GIVEN DATA:

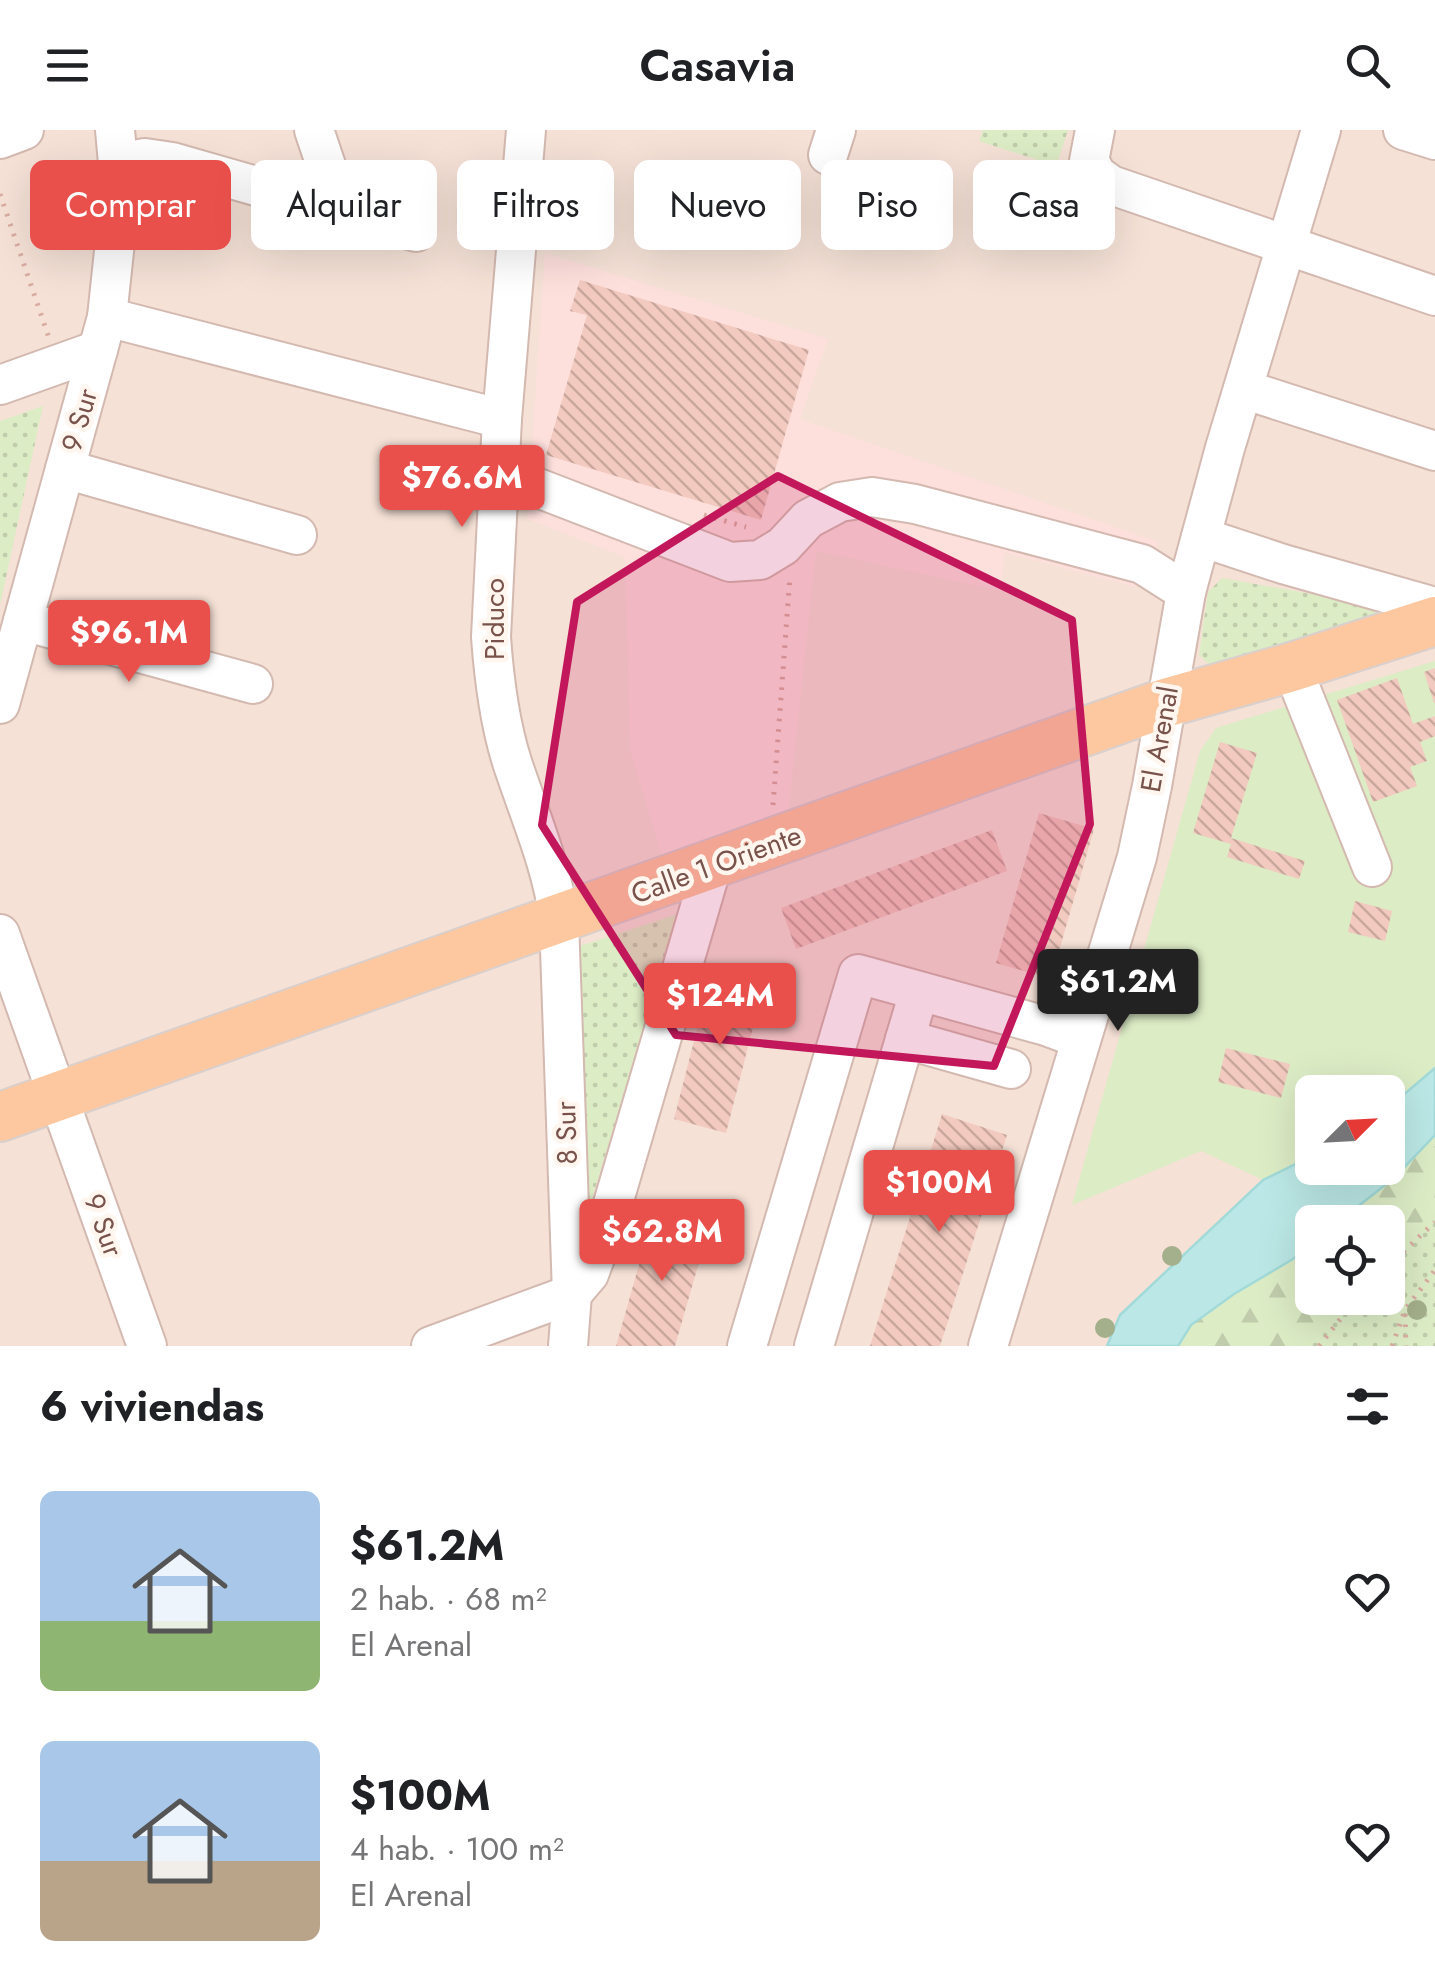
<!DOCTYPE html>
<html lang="es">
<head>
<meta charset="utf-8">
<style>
	body { margin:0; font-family:Jost,sans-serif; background:#f2f2f2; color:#202124; height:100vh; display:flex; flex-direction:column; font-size:38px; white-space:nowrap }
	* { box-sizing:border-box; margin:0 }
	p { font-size:32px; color:#757577 }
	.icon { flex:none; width:55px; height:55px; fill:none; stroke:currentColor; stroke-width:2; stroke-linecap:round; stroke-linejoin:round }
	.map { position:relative; height:1216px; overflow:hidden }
	.sheet { display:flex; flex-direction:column; background:#fff; flex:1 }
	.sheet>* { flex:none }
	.hud { position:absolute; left:30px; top:30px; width:1375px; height:90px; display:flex; gap:20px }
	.needle { width:65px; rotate:66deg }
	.tools { position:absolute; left:1295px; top:945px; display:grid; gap:20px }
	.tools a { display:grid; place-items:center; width:110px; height:110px; border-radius:15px; background:#fff; box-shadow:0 10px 40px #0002; font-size:50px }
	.price { position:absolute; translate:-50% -85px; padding:0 22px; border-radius:10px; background:#ea504b; color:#fff; font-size:32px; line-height:65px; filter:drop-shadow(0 2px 5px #0008) }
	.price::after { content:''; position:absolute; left:50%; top:60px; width:30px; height:22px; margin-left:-15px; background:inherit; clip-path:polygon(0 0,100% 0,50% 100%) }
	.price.on { background:#222; color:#fff }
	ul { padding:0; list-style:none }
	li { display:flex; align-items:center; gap:30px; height:250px; padding:0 40px }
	li span { display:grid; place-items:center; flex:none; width:280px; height:200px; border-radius:15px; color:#555 }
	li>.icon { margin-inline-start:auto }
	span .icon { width:120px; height:120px; fill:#fffc; stroke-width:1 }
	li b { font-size:42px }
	h2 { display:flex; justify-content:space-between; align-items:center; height:120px; padding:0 40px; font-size:42px }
	.tag { padding:0 35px; border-radius:15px; background:#fff; box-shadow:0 10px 40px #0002; font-size:35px; line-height:90px }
	.tag.on { background:#ea504b; color:#fff }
	header { display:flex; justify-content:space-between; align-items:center; height:130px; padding:0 40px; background:#fff; font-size:45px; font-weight:600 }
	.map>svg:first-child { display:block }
</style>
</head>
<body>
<header><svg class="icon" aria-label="menu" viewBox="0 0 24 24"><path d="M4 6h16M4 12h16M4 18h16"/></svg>Casavia<svg class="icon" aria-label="search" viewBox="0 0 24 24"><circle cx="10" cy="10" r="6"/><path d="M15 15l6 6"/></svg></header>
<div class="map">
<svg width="1435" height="1216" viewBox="0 0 1435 1216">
	<defs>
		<pattern id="green-dots" width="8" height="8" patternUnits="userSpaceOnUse" patternTransform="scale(2.5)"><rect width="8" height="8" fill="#dcecc5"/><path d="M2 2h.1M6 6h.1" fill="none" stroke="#c0ccab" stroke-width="1.8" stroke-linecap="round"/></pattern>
		<pattern id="forest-firs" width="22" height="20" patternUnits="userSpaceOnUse" patternTransform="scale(2.5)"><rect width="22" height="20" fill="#dcecc5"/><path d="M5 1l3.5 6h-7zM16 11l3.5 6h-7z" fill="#c0ccab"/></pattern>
		<pattern id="building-back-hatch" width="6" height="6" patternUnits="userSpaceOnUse" patternTransform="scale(2.5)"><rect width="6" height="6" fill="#f3cabf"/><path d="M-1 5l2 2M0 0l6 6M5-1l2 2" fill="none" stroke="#caa79d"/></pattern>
	</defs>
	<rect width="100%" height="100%" fill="#fdf1e8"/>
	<path fill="#f5e1d6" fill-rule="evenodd" d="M0,0H1435V1216H0ZM1312,962H1388V1038H1312ZM1312,1092H1388V1168H1312Z"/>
	<polygon fill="#fddfdc" points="545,123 828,209 800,289 1159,412 1136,457 1005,423 1001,461 816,421 788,686 665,736 630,620 625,427 527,389"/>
	<g fill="url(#green-dots)" fill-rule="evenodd">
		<polygon points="983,0 1068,0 1056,36 979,11"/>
		<polygon points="43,276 0,475 0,291"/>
		<polygon points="1222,448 1378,476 1373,488 1214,539 1199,525 1208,462"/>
		<polygon points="678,784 581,1105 574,818"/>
		<path d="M1435,955V1216H1137L1388,1038ZM1312,1092H1388V1168H1312Z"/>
	</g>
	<g fill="url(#forest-firs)">
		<polygon points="1435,1005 1435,1079 1388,1127 1388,1092 1338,1092 1394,1048"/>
		<polygon points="1312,1113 1312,1168 1348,1168 1306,1216 1178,1216 1191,1195 1234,1164 1293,1129"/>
	</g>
	<polygon fill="#dcecc5" points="1435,531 1435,946 1388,979 1388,962 1312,962 1312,1026 1263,1050 1201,1021 1072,1075 1200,621 1216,598"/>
	<polygon fill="#bbe8e6" stroke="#a1dad8" stroke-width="2.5" points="1435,938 1435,1005 1394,1048 1338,1092 1312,1092 1312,1113 1293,1129 1234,1164 1191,1195 1178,1216 1107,1216 1120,1185 1263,1050 1312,1026 1312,1038 1388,1038 1388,978"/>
	<g fill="url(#building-back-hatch)">
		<polygon points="580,150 809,220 761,390 546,325 587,185 570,181"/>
		<polygon points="1435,538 1435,573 1434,573 1424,542"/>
		<polygon points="1397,548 1413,594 1435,586 1435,606 1420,612 1427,631 1410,637 1417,656 1373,672 1337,570"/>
		<polygon points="1220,612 1257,623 1231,708 1305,731 1299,749 1227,727 1231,714 1193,703"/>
		<polygon points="1039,683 1094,699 1051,849 996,833"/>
		<polygon points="992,700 1007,741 796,819 781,778"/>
		<polygon points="1355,771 1392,781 1385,811 1348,802"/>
		<polygon points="714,833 766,847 726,1003 674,989"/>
		<polygon points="1226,918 1290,934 1281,968 1218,952"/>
		<polygon points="942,984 1007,1005 940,1216 870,1216"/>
		<polygon points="653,1085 708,1101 675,1216 616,1216"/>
	</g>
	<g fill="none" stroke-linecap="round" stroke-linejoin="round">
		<g stroke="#d3b9b0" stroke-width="42">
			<g id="minor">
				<polyline points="314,0 341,80"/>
				<path d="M526,0L502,289L491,507C494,549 499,591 512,632C529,684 552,735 559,790L572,1164L568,1216"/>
				<polyline points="1095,0 1089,31 1097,45 1111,55 1435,166"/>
				<polyline points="1403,0 1435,10"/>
				<polyline points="0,9 24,0"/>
				<polyline points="828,25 836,0"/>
				<polyline points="118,33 145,28 172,32 416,102"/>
				<polyline points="107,187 502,289"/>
				<polyline points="0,255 98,220"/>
				<polyline points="1243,259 1435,321"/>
				<polyline points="65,339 297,405"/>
				<polyline points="499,343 730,432 760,430 783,416 808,389 840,372 872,367 915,374 1142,434 1186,462"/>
				<polyline points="1201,407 1283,434 1435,477"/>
				<polyline points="23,491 253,554"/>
				<polyline points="1292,537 1372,737"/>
				<polyline points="0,574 107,187 117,93 118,33 115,0"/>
				<polyline points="0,804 147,1216"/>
				<polyline points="905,909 1011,939"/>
				<polyline points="431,1216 572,1164 589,1144 605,1101 712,736"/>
				<polyline points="747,1216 858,844 1046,896 1081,909"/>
				<polyline points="814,1216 919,862"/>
				<polyline points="988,1216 1137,727 1152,656 1186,462 1225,318 1321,0"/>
			</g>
		</g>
		<g stroke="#d9cfcd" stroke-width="52">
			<polyline id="major" points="0,987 1165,573 1292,537 1435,491"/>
		</g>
		<g stroke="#d9aca1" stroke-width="5" stroke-dasharray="2.5 8" stroke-linecap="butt">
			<polyline points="0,64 49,208"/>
			<polyline points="704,385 746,397"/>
			<polyline points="773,675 790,446"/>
			<polyline points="1388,1136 1435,1092"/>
			<polyline points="1405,1184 1406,1216"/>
			<polyline points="1319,1216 1357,1168"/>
			<polyline points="1392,1216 1405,1180 1435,1140"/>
		</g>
		<use href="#minor" stroke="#fff" stroke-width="38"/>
		<use href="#major" stroke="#fdc8a0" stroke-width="48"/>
	</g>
	<g fill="#a4af8b">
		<circle cx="1172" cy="1126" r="10"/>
		<circle cx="1417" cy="1180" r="10"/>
		<circle cx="1105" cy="1198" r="10"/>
	</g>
	<path fill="#c2185b" fill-opacity="0.2" stroke="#c2185b" stroke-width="8" stroke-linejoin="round" d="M778,346L1072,490L1090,694L994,936L676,905L542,695L577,472Z"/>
	<g text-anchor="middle" stroke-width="9" stroke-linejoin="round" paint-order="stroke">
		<g font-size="28" fill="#79524b" stroke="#fff6ef">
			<text transform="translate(79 290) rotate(-74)" y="10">9 Sur</text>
			<text transform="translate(494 489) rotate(-90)" y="10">Piduco</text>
			<text transform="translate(1159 609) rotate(-80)" y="10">El Arenal</text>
			<text transform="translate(716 734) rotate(-20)" y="10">Calle 1 Oriente</text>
			<text transform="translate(566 1003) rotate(-92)" y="10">8 Sur</text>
			<text transform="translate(104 1095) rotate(70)" y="10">9 Sur</text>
		</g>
	</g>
</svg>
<div class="tools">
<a><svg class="needle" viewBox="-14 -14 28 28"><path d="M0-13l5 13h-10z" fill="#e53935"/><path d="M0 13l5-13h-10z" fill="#757577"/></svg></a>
<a><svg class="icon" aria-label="locate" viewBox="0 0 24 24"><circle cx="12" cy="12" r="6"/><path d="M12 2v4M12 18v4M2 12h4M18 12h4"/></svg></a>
</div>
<b class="price" style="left:462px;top:400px">$76.6M</b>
<b class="price" style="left:129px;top:555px">$96.1M</b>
<b class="price on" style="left:1118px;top:904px">$61.2M</b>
<b class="price" style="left:720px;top:918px">$124M</b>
<b class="price" style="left:939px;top:1105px">$100M</b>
<b class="price" style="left:662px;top:1154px">$62.8M</b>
<div class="hud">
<a class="tag on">Comprar</a>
<a class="tag">Alquilar</a>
<a class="tag">Filtros</a>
<a class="tag">Nuevo</a>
<a class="tag">Piso</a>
<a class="tag">Casa</a>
</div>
</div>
<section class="sheet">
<h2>6 viviendas<svg class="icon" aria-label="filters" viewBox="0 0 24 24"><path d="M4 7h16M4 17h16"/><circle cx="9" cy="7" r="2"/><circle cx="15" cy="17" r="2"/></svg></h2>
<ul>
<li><span style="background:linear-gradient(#a9c7e8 65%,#8fb573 0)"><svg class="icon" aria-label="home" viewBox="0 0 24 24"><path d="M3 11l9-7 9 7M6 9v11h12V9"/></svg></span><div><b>$61.2M</b><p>2 hab. · 68 m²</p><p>El Arenal</p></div><svg class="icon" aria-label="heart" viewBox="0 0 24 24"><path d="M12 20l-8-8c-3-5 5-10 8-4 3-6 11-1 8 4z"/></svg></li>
<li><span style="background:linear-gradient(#a9c7e8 60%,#b9a48a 0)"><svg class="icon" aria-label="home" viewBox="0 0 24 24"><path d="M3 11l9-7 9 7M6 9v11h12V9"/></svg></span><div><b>$100M</b><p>4 hab. · 100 m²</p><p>El Arenal</p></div><svg class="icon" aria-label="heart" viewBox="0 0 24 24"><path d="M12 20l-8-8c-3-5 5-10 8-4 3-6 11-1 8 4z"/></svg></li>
</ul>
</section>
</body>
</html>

TASK TO COMPLETE:
Every line in the records above with the string "tools" in it should be shown.

OUTPUT FOR THIS TASK:
	.tools { position:absolute; left:1295px; top:945px; display:grid; gap:20px }
	.tools a { display:grid; place-items:center; width:110px; height:110px; border-radius:15px; background:#fff; box-shadow:0 10px 40px #0002; font-size:50px }
<div class="tools">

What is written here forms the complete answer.